Among the records below, find each line that includes the string "left" and copy it.

####

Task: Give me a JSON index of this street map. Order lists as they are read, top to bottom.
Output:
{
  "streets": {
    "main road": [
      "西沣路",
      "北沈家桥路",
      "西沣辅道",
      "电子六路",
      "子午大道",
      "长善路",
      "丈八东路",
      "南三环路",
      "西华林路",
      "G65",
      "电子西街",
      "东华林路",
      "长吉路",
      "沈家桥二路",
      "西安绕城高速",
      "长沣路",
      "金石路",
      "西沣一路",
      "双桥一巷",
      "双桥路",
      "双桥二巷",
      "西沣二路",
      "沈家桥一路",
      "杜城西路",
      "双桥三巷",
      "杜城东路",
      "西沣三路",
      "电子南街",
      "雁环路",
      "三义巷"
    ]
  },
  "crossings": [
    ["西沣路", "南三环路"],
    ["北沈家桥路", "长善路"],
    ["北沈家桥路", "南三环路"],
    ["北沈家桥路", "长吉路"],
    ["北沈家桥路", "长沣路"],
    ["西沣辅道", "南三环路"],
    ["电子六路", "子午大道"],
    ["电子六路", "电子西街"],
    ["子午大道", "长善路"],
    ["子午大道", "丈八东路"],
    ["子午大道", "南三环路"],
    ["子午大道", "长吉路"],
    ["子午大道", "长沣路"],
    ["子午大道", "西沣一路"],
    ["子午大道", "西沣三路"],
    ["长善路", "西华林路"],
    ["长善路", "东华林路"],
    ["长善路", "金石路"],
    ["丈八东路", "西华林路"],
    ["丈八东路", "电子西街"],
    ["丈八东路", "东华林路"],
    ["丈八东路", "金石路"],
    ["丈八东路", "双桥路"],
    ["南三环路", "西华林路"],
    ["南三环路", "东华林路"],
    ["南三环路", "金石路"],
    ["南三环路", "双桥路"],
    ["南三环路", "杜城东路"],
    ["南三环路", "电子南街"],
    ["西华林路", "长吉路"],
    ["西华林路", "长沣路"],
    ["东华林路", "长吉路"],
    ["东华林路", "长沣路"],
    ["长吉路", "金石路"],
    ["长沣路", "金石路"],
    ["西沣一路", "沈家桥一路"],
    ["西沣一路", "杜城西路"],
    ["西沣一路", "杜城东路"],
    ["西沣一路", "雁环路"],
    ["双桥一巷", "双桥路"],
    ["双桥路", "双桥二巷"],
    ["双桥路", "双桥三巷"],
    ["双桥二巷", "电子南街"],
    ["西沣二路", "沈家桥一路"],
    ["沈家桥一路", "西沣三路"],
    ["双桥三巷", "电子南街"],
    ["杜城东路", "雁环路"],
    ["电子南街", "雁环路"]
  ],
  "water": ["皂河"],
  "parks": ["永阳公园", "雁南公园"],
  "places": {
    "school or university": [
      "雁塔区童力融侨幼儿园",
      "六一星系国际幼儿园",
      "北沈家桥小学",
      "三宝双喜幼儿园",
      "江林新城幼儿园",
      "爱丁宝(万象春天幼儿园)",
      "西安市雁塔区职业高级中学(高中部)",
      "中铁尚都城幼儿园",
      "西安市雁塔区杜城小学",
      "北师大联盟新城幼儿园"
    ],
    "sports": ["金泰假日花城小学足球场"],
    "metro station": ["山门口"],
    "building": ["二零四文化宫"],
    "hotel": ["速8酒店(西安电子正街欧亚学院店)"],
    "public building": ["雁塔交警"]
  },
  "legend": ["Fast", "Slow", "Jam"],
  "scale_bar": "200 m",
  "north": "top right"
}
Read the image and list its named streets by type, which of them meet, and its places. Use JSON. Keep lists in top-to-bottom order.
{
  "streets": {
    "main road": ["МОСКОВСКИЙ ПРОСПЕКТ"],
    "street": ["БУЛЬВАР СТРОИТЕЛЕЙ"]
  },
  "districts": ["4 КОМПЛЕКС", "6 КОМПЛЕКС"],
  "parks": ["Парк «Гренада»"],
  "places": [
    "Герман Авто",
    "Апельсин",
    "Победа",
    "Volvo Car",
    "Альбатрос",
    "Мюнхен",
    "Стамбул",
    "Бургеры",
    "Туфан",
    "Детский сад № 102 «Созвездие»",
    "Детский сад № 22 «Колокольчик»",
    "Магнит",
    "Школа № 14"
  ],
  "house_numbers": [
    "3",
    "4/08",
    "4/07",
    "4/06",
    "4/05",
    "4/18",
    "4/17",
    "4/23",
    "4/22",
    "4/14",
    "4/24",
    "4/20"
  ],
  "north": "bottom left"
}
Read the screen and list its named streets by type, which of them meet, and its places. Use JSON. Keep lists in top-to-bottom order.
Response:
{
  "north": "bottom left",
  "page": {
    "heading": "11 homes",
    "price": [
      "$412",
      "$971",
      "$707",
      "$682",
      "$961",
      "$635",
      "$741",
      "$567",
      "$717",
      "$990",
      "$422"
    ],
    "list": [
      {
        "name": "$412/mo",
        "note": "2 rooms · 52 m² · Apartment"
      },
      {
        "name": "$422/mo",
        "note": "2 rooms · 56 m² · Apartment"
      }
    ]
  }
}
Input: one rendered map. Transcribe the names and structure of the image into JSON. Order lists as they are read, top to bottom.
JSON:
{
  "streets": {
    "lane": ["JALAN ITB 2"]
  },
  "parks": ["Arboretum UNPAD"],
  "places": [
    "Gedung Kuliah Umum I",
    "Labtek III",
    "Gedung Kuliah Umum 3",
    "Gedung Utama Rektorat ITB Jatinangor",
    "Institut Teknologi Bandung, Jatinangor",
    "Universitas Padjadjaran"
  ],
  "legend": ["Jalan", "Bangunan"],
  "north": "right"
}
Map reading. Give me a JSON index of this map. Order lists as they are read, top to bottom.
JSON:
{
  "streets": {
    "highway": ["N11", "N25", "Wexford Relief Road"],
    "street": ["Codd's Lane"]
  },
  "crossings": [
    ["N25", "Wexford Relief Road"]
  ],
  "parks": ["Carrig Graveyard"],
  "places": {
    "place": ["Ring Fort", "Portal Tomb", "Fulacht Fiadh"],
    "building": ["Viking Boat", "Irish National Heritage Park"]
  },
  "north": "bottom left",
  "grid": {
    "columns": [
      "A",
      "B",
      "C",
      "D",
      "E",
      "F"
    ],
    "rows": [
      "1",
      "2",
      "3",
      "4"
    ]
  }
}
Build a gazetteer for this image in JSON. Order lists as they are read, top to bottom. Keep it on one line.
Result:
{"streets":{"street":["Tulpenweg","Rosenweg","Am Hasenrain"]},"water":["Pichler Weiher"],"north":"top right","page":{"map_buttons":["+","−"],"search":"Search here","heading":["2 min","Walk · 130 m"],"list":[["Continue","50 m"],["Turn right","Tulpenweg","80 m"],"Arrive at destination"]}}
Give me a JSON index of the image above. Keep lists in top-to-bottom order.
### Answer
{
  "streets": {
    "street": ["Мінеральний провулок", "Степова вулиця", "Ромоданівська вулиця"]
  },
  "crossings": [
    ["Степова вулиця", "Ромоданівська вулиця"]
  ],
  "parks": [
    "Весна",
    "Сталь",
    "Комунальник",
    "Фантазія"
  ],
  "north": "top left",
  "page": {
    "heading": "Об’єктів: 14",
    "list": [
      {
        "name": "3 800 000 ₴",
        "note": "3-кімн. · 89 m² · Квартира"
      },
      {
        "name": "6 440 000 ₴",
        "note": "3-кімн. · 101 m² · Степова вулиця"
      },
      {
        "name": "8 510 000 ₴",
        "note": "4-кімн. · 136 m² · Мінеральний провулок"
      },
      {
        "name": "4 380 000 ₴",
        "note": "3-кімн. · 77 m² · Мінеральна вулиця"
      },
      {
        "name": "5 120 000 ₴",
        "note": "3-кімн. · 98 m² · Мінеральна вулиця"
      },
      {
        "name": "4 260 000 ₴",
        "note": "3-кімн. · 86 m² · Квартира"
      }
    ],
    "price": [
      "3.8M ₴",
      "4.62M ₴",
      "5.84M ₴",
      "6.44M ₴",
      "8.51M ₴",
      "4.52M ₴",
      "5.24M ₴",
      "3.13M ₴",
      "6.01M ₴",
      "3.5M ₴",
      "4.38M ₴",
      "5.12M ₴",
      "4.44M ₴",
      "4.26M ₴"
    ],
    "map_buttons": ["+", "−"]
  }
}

####

• [Task solution]
  "north": "bottom left"
  "north": "bottom left",
  "north": "bottom left",
  "north": "top left",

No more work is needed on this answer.